ブランディングの基盤をつくる場としてのテレビをネット上につくる
ネットで優位なメディアがなく、テレビのパワーが弱まっている。ということは、ネット上でテレビの座をつくれるかもしれない、と言えないでしょうか。テレビはあらゆる方向性のコンテンツの宝箱でした。テレビを分解してみて、この部分はネットでできる、あの部分はネットのほうが面白くできる、そんなことが可能になりつつある気がします。そしてそんな方向の先に、ネット上でのメディアのあり方と広告の仕組みが成立するのではないか。ファネルの入口であり、ブランディングの基盤をつくる場としてのテレビ。それに近い場を、ネットでつくれそうになってきた気がする。
「ChhselifePJ」もそうでしたが、いま多くの人びとがYouTubeに集まってきている。既存のYouTuberとは別に、テレビで活躍していたタレントさんがYouTubeで面白いことを始めて人気を得ている。それだけでなく、ありとあらゆる分野の人びとがYouTuberとなって多様に発信している。YouTubeビッグバンみたいなことが起こっています。

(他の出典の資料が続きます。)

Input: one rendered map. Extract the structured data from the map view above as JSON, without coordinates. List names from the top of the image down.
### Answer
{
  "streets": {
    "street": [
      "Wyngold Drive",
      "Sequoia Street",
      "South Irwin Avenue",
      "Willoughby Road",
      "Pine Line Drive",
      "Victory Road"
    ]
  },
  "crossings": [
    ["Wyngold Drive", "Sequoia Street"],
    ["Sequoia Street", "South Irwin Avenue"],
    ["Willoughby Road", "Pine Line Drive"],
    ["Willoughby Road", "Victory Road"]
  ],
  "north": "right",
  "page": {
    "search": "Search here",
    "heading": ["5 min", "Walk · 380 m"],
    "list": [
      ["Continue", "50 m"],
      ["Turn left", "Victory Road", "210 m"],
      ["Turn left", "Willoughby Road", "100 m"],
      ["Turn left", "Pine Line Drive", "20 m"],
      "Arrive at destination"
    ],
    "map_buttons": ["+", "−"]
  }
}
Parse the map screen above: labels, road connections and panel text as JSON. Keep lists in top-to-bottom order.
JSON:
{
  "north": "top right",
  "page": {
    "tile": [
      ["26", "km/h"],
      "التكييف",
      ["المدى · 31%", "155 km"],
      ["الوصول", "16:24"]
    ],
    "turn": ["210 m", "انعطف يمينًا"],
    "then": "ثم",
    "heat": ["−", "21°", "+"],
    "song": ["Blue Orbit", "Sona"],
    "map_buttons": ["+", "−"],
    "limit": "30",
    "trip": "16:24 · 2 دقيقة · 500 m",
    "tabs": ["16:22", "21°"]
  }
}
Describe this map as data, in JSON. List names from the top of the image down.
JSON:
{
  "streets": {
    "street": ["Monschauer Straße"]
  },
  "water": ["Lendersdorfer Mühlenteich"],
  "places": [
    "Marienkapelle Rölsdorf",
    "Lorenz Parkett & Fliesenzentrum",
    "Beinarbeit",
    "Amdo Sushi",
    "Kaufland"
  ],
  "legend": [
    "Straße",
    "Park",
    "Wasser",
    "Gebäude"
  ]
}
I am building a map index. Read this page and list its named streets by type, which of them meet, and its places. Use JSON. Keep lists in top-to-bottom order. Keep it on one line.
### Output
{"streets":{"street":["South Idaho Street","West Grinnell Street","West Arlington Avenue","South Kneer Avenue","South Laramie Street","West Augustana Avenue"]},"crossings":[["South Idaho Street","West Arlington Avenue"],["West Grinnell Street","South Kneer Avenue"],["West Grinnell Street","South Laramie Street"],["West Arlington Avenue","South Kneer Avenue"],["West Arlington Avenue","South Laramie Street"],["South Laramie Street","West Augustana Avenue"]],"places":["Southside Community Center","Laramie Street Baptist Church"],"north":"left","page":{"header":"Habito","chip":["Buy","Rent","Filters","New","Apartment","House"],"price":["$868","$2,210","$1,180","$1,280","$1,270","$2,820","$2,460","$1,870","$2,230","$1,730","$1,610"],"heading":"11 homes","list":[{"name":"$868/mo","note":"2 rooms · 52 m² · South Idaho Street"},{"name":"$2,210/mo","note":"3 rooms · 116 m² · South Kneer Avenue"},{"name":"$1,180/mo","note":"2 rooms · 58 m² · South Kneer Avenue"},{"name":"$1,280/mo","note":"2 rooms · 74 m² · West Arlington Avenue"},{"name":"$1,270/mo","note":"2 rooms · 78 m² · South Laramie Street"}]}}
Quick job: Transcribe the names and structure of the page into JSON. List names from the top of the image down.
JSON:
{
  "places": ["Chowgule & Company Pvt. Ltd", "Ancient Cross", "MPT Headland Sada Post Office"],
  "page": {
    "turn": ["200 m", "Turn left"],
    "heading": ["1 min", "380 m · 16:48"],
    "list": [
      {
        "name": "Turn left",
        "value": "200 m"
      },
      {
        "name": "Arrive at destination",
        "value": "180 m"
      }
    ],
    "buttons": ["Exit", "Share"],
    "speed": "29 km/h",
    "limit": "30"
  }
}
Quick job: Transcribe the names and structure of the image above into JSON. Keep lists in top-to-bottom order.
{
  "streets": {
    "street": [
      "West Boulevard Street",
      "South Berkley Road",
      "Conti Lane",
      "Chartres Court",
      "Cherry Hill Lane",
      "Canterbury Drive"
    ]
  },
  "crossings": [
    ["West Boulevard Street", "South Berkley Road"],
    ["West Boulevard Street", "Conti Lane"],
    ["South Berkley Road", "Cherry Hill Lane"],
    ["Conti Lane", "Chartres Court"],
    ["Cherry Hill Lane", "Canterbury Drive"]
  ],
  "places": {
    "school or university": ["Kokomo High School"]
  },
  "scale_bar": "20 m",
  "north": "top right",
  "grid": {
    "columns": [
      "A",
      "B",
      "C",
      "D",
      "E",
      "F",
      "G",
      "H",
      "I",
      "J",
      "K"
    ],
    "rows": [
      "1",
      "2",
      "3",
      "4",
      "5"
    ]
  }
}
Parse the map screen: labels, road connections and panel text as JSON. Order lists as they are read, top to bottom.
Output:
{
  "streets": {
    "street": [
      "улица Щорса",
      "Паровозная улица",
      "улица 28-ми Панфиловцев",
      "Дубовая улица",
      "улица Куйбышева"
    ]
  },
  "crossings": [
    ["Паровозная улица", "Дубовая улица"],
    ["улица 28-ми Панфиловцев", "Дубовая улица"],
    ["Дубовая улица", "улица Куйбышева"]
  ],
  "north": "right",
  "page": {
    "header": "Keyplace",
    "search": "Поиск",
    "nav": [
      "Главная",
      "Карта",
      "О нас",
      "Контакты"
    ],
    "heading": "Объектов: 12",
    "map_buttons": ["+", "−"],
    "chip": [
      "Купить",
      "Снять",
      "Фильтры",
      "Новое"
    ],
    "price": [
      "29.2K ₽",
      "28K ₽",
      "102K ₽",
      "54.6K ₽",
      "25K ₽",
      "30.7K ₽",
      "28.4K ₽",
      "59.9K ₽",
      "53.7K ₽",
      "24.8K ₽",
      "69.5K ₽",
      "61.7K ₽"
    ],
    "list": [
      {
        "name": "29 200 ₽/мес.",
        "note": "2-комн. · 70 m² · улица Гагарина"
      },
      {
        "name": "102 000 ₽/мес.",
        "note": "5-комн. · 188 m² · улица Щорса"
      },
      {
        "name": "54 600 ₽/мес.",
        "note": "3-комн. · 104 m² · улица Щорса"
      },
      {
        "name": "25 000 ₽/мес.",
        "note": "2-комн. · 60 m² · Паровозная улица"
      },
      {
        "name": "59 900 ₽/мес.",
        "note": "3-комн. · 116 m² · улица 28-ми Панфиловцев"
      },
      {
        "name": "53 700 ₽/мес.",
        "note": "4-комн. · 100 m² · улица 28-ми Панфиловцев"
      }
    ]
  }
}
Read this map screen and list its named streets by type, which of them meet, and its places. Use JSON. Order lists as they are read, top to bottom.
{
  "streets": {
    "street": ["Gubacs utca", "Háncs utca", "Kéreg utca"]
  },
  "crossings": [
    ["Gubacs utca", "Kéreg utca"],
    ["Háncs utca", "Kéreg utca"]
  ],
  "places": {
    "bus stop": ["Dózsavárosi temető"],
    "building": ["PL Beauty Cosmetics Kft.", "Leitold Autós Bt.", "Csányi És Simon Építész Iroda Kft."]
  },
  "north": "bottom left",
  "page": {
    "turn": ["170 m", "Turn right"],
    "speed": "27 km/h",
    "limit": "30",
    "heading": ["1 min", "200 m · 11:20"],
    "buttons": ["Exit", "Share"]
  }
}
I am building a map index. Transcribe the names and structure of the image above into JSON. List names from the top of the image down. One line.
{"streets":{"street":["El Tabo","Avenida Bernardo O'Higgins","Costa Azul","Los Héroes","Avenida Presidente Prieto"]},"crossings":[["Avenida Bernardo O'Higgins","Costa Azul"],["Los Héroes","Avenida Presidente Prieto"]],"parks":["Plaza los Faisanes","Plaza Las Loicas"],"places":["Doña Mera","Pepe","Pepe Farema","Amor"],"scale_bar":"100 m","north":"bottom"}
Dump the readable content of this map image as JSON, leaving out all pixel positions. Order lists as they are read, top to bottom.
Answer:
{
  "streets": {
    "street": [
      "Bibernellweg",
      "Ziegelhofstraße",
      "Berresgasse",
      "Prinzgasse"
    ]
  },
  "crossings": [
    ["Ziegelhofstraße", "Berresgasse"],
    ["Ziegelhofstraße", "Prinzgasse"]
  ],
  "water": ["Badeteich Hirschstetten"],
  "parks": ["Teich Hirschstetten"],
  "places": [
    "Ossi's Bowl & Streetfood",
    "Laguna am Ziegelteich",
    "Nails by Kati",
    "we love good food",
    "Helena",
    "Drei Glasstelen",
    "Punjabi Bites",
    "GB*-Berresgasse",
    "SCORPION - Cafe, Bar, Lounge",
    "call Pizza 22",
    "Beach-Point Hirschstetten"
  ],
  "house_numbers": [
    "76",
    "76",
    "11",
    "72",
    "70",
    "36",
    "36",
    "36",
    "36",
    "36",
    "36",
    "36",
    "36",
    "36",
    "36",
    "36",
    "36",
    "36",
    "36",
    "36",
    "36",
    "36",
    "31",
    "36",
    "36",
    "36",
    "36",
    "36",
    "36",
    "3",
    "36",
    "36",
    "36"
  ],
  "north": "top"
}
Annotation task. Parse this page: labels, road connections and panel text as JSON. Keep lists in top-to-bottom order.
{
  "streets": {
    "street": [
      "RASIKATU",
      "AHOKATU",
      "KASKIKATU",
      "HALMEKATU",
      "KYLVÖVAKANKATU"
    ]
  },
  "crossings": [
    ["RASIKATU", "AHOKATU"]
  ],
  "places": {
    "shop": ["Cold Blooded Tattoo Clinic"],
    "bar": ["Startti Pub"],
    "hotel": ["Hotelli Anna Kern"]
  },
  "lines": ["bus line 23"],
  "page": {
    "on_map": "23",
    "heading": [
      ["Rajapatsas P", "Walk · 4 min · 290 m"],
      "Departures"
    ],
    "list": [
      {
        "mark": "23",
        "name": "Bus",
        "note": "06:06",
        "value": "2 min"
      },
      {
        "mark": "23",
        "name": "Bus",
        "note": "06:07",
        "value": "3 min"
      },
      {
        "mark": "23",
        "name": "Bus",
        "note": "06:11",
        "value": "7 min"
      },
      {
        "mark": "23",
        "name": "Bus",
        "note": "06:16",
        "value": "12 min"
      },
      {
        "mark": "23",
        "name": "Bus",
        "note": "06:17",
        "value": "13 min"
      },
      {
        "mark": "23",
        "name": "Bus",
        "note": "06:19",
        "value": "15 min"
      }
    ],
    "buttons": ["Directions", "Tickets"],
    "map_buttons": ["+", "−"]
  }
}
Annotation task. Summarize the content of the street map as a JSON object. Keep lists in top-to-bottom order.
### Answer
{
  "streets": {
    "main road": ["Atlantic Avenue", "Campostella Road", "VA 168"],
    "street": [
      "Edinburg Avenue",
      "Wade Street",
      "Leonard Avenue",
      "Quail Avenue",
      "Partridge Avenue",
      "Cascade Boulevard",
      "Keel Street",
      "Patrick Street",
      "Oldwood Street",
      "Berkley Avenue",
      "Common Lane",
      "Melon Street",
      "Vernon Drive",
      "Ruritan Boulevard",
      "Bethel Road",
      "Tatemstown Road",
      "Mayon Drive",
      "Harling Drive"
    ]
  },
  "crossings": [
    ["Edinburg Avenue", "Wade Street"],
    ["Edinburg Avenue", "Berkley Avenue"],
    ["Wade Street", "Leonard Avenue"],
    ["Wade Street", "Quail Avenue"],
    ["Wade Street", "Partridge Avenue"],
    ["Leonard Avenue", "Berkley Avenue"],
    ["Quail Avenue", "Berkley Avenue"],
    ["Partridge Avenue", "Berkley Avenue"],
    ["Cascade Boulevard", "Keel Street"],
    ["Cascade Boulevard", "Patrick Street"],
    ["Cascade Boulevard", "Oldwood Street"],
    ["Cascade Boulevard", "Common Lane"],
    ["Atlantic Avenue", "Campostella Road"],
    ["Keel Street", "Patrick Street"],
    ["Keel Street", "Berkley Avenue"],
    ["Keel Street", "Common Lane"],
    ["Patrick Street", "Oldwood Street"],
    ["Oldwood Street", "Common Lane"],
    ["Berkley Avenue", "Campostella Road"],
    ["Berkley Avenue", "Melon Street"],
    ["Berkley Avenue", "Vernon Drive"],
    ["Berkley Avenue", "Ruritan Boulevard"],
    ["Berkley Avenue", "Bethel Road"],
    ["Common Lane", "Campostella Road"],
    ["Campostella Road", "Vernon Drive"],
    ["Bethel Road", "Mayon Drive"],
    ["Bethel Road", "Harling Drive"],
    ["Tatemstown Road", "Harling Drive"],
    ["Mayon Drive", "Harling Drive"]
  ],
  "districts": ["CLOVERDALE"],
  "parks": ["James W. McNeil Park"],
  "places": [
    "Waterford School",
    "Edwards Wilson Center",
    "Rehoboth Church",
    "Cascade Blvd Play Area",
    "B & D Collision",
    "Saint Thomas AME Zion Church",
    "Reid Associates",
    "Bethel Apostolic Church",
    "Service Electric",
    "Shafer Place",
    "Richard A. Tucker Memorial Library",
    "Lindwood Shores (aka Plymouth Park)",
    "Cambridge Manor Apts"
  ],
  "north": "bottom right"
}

YouTubeでテレビみたいなことができるんじゃないかと思うんです。YouTubeの広告は勝手につけられちゃうけど、それとは別にテレビの一社提供番組のように、特定の企業がスポンサードしてブランドの世界観や理念に見合った番組を作って配信する。商品のCMはテレビのように番組中にCM枠を設定してもいいし、なんなら提供クレジットで終わって商品サイトへのリンクを貼るのもいいかも。YouTuberが商品を使ってみてどうのこうのやってるけど、それだとそのYouTuberの人気と信憑性次第になっちゃう。もっとブランデッドエンターテイメントらしいコンテンツをYouTubeでできるんじゃないかと言っているわけです。
つまり言いたいのは、広告にはコンテンツが必要なんです。プラットフォームがどれだけ勢力を拡大してきて、運用型で効率よくバナーを配信できるにしても、そこでできるのは刈取りでしょ?ブランディングは運用型でプラットフォーム使うんじゃできそうにない。コンテンツありきで広告をどうやったら組み立てられるか。それがネットでいまだに力強く成長できてない“メディア”の取り組むべき課題で、それこそプラットフォームを“利用”しちゃう姿勢でいけばいろんなことが考えられるんじゃないでしょうか。広告はネット上でこれから「開発」されるものになるのだと思います。つまりネット広告は自由に考える局面なんですよ。CTRでCPMがDSPでとかじゃなく、のびのびと新しい仕組みを試すタイミング。策を巡らせて面白いことを成立させるチャンスなのだと思います。
これまでのネット広告は、そのための滑走路だったんじゃないか。ステイホームで悶々としながら、いま何か大きな節目を迎えようとしているんじゃないかとワクワクしているのでした。